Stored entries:

#####

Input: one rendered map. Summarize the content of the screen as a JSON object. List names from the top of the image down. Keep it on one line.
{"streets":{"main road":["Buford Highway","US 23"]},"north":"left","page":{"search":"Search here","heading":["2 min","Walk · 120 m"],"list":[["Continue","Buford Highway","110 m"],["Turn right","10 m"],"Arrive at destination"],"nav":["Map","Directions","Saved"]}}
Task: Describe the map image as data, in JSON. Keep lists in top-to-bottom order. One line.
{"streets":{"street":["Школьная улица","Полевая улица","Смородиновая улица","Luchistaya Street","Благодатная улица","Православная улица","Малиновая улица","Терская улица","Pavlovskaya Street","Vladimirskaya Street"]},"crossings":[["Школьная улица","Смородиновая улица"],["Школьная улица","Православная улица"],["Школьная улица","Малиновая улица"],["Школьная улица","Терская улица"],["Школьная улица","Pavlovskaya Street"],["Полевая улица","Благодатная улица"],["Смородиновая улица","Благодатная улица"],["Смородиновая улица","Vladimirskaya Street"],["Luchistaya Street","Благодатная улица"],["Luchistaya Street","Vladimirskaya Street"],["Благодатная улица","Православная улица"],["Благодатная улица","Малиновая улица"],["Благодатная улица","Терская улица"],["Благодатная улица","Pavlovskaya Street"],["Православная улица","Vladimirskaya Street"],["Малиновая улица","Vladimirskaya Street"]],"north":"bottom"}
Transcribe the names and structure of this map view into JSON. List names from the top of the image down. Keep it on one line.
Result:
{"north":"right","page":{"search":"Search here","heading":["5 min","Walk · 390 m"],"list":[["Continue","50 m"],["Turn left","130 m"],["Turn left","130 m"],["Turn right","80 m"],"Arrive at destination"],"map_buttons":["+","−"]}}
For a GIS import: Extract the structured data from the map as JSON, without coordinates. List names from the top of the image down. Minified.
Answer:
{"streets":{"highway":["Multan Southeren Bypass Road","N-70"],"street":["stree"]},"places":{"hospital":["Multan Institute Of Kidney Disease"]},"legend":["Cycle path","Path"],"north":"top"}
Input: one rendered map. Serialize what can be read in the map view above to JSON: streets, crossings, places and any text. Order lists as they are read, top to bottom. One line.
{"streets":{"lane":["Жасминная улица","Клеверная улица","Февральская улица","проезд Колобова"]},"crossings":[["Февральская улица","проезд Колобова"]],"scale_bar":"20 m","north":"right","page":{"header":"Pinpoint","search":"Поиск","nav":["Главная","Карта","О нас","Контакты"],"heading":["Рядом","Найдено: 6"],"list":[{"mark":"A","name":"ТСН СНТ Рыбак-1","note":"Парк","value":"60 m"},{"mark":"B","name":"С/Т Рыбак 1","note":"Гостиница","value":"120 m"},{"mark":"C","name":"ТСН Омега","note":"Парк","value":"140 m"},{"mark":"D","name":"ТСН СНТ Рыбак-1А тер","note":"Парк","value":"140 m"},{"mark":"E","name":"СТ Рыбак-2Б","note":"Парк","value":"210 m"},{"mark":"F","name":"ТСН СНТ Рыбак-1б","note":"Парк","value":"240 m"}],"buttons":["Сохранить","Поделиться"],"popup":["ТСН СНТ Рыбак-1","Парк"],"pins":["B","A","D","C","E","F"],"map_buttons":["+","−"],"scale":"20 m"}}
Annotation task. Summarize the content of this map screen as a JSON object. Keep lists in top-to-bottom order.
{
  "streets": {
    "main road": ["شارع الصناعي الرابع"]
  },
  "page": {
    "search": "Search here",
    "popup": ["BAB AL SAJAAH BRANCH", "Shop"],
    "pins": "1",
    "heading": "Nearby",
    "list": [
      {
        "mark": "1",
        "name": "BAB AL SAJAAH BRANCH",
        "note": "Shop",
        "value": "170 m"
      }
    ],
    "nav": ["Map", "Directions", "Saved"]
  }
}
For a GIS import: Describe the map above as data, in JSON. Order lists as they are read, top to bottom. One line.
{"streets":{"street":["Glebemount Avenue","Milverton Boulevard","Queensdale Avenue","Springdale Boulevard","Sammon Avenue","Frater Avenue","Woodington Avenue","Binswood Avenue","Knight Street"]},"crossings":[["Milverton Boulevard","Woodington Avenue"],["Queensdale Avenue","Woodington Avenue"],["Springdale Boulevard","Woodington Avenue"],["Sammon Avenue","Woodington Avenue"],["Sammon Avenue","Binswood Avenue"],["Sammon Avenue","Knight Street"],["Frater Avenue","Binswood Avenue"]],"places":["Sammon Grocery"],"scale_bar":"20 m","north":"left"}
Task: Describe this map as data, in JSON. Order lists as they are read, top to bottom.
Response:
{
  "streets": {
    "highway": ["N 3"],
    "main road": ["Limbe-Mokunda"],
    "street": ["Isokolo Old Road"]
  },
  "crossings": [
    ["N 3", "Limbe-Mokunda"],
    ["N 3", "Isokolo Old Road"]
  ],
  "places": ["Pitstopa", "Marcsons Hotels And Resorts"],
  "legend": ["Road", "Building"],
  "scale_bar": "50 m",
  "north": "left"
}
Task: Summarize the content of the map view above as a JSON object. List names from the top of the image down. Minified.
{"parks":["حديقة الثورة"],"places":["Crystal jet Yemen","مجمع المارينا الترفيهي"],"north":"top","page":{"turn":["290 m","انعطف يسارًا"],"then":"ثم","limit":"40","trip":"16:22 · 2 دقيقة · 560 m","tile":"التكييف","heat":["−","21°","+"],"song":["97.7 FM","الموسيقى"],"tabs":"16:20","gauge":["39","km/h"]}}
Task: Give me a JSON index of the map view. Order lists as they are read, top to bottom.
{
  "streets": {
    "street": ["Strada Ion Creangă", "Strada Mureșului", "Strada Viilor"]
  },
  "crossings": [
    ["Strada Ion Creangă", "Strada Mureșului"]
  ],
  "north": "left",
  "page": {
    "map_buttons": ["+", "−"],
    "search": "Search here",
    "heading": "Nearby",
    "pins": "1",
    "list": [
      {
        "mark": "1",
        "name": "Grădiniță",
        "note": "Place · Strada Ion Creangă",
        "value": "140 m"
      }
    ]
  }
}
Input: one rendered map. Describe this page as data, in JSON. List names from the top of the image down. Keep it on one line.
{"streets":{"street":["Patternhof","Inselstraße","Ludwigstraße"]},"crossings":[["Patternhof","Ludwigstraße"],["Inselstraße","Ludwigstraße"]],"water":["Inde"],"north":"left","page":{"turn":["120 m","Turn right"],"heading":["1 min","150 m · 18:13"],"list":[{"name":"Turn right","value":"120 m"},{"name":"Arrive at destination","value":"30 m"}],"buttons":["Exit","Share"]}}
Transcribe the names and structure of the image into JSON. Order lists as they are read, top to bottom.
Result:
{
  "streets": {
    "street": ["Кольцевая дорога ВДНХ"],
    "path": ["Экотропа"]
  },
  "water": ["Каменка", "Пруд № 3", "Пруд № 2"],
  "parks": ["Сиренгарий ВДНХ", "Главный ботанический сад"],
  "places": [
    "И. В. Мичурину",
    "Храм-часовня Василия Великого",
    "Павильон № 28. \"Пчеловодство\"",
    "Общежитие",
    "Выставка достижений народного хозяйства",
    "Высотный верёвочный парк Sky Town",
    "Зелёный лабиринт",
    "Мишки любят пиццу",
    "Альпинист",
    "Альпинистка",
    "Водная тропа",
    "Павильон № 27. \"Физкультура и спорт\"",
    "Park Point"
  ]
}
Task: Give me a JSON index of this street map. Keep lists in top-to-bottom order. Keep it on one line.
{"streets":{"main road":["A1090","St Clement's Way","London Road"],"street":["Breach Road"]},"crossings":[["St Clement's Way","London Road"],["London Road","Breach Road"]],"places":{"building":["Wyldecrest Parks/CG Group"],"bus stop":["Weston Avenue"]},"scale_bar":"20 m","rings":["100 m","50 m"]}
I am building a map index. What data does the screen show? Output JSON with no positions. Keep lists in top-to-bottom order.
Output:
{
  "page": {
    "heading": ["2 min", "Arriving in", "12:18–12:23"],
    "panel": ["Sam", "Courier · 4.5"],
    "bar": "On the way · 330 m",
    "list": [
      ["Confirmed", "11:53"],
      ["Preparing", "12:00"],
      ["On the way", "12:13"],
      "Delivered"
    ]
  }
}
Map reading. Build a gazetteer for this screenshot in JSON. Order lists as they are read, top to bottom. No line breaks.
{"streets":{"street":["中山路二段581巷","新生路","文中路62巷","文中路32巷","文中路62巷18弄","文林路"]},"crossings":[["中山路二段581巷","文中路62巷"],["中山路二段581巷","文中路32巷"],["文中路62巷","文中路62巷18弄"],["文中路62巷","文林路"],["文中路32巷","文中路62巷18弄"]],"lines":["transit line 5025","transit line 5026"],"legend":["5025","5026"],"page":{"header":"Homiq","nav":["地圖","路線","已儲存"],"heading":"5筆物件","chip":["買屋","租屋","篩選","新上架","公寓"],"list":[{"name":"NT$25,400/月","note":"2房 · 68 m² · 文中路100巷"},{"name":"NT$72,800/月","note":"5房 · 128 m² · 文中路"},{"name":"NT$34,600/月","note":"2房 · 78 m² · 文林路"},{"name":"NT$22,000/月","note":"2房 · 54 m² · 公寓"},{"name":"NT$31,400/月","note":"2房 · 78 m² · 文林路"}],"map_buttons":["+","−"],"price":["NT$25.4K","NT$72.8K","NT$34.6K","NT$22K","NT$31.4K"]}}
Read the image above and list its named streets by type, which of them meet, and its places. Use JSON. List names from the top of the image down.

#####

A single figure is the whole answer here: the number of lines in the records above that include "Transcribe".

2